--- Task instructions ---
Select, from the data, each line where "place" occurs.

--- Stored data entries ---
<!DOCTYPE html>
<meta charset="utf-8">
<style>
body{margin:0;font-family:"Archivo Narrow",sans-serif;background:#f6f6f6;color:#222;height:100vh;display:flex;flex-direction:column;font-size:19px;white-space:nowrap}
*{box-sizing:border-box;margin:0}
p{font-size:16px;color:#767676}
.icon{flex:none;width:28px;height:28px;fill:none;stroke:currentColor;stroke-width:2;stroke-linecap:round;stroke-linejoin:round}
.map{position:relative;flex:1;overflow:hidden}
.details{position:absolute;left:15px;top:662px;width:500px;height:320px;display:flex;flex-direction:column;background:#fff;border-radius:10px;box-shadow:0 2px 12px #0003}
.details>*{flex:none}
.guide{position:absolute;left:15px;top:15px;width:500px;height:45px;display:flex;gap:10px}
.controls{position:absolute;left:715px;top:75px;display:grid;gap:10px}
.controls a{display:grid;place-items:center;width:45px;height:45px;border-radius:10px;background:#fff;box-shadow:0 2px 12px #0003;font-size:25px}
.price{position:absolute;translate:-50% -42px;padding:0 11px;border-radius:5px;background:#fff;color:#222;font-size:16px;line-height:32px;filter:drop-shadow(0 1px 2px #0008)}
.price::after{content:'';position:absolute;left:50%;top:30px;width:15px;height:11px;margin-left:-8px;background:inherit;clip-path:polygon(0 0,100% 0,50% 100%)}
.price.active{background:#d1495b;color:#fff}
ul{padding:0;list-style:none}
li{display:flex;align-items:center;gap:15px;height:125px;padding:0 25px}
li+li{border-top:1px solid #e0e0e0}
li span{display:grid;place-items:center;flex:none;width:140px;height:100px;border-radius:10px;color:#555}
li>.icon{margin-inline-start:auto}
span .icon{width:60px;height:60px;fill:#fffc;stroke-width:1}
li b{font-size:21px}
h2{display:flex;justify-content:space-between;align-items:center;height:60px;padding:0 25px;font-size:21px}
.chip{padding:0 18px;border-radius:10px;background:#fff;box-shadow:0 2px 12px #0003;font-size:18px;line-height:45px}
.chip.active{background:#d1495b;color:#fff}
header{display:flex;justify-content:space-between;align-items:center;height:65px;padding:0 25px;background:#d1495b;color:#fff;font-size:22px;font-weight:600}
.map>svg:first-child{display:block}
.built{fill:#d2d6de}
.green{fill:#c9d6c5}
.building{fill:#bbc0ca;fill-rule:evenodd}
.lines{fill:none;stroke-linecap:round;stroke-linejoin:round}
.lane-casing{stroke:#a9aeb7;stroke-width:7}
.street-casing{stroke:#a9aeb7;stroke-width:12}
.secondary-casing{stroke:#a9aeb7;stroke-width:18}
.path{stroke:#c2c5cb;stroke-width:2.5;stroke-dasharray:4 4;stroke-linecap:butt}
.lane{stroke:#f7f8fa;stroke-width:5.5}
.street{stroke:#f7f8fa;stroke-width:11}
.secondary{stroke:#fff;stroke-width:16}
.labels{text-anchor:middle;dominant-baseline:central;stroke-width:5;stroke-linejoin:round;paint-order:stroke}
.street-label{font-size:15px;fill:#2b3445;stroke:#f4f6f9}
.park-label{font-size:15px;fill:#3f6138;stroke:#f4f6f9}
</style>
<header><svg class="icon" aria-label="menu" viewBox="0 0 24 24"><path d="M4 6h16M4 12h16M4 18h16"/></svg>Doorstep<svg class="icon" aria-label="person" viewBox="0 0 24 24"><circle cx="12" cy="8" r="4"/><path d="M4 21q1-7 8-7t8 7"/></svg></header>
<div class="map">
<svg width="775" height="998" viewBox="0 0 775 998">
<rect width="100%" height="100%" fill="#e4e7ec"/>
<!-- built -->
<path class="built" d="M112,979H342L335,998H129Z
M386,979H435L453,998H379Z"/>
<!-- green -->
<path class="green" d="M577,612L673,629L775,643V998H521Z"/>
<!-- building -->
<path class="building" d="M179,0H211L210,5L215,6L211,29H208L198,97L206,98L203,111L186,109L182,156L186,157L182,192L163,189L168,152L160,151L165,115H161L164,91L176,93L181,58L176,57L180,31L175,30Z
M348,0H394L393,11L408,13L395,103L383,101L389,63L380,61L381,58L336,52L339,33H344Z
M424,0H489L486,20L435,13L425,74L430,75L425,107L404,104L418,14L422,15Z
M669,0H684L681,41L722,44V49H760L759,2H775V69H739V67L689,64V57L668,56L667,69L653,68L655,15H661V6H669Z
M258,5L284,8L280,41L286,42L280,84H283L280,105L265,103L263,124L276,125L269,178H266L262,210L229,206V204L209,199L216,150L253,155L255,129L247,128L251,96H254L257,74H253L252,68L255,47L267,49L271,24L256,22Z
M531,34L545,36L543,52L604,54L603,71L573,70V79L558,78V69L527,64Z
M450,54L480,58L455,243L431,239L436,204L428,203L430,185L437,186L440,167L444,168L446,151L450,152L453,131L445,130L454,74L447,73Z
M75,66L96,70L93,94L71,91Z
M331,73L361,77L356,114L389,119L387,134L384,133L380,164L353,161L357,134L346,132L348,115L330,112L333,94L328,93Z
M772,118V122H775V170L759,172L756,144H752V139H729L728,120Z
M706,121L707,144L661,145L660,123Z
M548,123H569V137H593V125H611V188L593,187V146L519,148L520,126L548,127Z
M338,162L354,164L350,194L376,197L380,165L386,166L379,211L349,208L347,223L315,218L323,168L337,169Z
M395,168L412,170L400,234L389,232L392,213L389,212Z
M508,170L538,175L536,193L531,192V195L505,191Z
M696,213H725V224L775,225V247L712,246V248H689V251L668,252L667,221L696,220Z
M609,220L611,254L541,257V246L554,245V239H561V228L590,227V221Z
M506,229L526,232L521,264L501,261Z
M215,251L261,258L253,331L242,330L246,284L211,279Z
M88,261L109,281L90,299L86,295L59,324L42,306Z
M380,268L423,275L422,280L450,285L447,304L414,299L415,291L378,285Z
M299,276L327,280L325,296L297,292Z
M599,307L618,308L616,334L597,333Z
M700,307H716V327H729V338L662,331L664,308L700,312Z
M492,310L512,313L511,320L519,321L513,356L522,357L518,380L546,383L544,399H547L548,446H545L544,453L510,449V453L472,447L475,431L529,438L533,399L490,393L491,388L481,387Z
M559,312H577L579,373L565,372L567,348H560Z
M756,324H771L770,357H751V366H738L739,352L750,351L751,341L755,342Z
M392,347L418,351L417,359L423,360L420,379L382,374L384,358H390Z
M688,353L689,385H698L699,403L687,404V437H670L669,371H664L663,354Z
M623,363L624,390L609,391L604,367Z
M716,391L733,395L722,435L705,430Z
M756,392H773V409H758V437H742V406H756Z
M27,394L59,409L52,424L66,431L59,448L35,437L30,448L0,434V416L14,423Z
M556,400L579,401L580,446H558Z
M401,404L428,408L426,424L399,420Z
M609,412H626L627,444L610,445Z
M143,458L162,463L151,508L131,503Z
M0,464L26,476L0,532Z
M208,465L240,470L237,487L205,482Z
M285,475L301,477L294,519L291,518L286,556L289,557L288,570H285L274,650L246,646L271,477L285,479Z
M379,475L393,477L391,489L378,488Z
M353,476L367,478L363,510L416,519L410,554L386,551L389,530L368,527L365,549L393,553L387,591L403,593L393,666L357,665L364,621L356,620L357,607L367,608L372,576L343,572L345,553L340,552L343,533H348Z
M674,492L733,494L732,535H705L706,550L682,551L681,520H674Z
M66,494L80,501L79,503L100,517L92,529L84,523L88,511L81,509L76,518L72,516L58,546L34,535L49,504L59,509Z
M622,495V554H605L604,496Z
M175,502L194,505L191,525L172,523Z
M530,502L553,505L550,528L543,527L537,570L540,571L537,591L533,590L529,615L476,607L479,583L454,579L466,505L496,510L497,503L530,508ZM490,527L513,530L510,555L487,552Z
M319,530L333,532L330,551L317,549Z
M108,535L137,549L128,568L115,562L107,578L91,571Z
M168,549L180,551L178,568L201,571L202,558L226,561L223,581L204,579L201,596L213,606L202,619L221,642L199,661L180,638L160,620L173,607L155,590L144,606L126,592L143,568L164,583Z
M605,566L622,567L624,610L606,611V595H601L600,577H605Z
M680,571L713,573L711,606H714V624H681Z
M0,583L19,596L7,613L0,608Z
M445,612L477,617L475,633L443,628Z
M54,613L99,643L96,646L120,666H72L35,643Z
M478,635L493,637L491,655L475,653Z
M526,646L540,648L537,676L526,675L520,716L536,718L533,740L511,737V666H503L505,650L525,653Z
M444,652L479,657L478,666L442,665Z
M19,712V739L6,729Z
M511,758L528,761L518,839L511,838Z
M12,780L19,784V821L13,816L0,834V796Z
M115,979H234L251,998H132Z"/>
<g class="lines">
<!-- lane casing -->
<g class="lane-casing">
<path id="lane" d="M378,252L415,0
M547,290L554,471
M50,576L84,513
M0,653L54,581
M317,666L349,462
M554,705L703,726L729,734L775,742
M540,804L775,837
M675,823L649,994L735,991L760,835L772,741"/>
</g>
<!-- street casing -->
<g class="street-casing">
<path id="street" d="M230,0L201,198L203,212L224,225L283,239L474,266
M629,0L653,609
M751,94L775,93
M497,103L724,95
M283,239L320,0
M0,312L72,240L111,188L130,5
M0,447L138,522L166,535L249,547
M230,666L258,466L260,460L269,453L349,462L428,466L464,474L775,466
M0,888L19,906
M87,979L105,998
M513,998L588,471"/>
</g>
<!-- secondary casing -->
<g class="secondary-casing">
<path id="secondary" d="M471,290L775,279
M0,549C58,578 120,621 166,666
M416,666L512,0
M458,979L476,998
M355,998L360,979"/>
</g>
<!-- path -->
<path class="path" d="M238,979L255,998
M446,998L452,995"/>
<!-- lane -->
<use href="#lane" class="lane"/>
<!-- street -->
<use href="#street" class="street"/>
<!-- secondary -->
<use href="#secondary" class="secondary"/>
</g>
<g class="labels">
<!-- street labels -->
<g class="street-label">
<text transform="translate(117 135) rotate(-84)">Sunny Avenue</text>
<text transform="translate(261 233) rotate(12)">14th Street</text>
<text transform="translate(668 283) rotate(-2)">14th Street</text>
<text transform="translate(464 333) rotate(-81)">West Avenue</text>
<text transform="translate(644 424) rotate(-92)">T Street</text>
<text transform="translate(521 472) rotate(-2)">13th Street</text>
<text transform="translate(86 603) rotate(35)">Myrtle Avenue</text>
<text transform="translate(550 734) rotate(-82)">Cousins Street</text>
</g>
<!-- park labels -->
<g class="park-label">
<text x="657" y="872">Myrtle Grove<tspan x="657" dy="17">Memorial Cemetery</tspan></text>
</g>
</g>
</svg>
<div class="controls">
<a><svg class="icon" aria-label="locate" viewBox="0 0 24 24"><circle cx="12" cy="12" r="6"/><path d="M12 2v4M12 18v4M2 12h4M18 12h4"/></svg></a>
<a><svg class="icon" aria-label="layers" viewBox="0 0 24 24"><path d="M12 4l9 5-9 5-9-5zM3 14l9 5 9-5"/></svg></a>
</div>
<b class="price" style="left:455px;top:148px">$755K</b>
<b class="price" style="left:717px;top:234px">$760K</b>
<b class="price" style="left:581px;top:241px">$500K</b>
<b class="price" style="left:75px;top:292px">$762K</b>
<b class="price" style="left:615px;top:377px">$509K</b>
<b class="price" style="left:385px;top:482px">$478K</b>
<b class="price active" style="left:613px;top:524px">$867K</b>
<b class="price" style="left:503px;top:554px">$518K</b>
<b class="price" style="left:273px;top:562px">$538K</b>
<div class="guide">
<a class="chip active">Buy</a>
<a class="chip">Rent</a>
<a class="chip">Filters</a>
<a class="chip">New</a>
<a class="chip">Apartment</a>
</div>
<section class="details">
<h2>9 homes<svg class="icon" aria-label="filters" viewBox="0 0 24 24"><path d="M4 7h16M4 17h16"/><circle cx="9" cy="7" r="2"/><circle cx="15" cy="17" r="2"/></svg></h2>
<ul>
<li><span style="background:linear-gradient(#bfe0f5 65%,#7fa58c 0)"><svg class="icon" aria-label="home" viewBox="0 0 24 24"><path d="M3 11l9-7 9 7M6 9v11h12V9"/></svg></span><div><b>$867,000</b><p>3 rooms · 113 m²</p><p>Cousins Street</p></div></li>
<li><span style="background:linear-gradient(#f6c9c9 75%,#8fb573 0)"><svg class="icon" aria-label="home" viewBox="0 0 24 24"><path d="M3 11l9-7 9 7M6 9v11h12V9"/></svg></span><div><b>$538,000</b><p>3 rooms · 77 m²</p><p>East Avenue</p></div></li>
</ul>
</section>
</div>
==
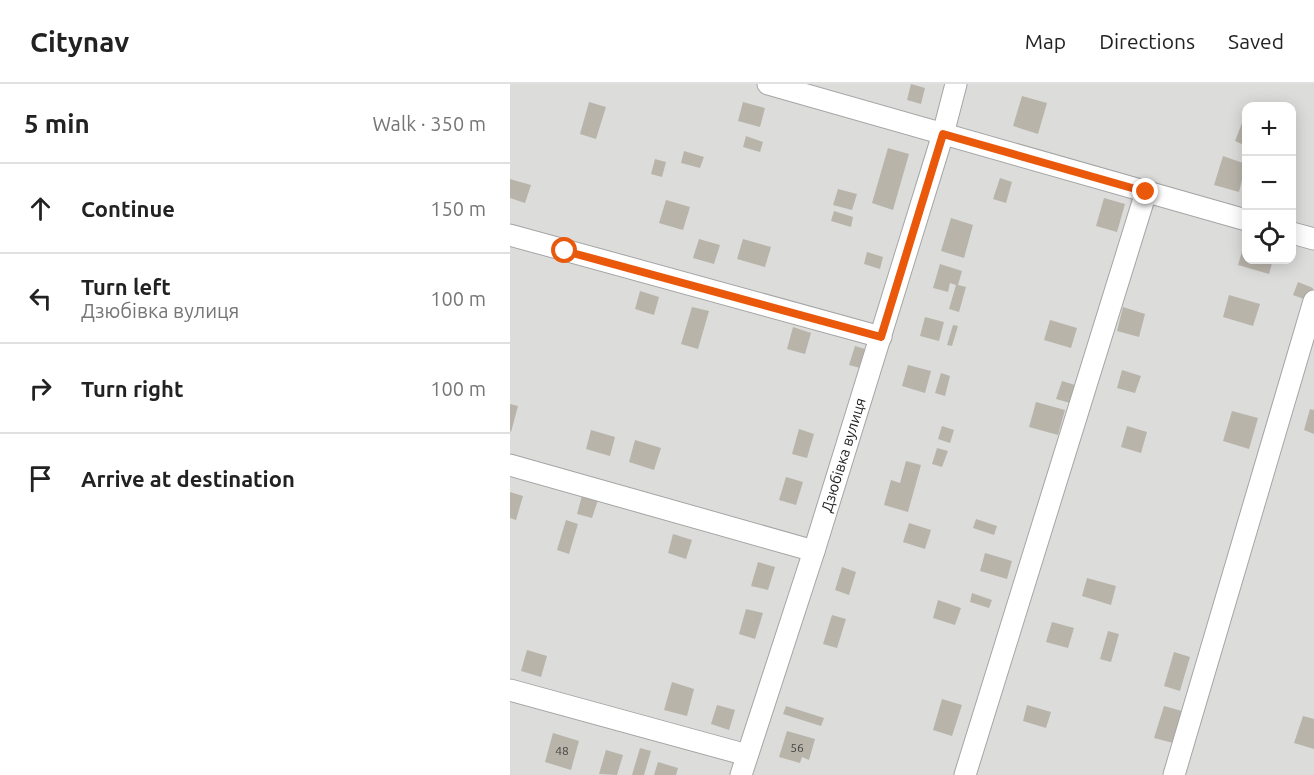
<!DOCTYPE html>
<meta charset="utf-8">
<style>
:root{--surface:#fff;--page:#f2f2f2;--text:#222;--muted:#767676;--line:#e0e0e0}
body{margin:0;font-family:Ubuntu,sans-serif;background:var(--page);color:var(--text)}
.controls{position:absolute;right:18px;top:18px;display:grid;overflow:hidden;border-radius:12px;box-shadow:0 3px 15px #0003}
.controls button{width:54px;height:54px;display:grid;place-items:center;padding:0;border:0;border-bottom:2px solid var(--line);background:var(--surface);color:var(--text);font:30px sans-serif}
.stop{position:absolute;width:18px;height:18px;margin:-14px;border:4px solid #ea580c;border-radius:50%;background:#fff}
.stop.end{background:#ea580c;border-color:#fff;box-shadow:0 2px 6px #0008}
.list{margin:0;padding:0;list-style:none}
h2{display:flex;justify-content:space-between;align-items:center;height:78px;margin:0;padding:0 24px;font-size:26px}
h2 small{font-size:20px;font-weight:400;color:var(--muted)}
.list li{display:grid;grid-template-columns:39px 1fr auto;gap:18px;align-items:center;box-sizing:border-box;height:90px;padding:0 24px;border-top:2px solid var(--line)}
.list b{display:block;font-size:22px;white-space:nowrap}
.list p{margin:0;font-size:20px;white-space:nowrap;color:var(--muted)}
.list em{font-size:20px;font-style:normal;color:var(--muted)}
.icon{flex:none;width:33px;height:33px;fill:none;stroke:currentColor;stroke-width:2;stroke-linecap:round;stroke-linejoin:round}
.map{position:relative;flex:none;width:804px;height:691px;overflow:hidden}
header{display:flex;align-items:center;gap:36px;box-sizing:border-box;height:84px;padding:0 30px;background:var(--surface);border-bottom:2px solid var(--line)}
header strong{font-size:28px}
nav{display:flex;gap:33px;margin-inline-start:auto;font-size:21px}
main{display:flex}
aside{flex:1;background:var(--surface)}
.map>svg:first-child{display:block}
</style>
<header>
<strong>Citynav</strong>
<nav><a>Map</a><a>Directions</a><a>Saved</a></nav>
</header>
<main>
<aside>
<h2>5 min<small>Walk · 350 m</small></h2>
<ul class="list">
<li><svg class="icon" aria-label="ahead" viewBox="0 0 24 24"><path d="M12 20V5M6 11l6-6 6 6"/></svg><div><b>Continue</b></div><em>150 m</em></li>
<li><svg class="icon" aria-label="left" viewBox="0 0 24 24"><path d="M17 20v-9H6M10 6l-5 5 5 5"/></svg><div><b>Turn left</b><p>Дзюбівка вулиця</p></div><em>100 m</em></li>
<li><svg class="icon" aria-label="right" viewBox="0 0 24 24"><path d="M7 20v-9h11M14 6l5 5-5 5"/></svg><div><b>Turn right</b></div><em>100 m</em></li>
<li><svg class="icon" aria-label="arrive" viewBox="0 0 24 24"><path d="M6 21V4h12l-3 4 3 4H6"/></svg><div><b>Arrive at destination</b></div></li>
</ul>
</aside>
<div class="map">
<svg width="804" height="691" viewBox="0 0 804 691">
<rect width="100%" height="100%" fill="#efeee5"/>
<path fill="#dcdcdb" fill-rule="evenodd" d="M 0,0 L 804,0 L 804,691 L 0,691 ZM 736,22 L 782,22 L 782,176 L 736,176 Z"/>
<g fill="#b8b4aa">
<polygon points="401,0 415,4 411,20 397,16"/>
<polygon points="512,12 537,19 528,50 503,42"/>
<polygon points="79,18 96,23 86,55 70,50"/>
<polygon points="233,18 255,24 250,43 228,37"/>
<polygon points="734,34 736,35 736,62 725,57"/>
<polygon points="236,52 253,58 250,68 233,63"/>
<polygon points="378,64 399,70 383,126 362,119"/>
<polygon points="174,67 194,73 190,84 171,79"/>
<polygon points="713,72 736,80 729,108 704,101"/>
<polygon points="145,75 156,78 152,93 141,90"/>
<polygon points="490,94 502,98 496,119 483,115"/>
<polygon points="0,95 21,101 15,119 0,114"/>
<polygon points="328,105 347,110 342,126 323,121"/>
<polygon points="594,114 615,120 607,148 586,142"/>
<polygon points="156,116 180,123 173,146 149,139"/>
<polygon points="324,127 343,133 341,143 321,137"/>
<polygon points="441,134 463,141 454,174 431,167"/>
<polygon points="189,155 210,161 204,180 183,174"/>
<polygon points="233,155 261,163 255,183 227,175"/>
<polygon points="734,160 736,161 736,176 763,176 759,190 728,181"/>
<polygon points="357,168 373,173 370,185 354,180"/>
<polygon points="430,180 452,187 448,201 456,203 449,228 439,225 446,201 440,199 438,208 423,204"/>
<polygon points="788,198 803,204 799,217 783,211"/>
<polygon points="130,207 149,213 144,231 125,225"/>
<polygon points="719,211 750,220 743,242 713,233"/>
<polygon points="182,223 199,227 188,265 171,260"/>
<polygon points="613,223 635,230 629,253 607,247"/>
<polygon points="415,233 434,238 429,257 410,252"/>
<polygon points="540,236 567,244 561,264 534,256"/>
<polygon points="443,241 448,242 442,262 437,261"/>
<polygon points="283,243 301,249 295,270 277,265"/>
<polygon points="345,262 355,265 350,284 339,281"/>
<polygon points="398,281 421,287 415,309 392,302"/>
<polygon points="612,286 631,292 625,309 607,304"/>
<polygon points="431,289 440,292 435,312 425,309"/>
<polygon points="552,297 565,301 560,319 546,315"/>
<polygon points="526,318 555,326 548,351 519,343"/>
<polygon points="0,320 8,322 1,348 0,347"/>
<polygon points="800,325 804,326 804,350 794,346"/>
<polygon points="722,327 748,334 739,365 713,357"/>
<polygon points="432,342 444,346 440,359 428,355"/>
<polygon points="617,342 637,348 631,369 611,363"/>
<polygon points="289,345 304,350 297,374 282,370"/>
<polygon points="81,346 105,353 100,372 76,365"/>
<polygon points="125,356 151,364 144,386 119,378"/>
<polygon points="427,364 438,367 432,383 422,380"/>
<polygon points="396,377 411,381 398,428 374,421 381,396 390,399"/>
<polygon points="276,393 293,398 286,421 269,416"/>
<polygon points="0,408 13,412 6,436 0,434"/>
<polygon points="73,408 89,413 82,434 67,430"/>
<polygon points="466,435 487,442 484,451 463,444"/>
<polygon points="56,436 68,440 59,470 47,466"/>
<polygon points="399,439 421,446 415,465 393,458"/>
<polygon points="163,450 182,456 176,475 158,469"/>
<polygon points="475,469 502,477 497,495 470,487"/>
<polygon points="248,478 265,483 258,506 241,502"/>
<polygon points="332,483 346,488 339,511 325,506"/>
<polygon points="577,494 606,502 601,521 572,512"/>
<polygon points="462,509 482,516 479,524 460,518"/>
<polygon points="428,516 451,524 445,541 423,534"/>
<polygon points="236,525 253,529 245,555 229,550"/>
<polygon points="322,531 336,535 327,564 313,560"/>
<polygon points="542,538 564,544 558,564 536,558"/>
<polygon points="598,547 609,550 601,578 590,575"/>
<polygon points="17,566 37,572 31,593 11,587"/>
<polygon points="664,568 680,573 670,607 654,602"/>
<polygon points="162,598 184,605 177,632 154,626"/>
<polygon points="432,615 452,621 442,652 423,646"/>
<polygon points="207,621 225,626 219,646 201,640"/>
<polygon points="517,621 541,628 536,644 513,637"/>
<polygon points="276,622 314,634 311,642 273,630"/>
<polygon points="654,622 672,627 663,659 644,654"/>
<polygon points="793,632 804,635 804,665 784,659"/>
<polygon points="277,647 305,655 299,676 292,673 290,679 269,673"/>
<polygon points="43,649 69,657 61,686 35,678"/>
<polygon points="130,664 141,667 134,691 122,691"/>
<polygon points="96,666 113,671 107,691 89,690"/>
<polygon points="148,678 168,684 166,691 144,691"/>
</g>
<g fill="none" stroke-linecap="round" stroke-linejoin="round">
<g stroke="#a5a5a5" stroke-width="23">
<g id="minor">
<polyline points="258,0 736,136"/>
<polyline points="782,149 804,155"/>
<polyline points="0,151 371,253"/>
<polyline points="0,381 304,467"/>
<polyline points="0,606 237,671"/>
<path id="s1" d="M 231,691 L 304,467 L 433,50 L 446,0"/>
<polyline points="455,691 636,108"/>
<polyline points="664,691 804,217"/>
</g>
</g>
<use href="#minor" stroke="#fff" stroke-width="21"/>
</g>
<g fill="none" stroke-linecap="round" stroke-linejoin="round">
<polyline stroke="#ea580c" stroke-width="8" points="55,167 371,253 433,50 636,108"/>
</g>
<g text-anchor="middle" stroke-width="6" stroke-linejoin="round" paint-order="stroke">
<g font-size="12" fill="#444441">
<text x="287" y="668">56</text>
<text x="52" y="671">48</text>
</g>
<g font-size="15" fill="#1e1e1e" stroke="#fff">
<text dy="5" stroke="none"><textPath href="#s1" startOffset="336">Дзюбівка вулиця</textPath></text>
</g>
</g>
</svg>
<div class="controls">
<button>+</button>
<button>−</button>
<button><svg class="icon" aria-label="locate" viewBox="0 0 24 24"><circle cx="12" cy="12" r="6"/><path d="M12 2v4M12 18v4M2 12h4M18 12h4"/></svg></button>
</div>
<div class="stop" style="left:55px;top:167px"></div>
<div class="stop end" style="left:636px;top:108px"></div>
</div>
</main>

--- The completed task ---
.controls a{display:grid;place-items:center;width:45px;height:45px;border-radius:10px;background:#fff;box-shadow:0 2px 12px #0003;font-size:25px}
li span{display:grid;place-items:center;flex:none;width:140px;height:100px;border-radius:10px;color:#555}
.controls button{width:54px;height:54px;display:grid;place-items:center;padding:0;border:0;border-bottom:2px solid var(--line);background:var(--surface);color:var(--text);font:30px sans-serif}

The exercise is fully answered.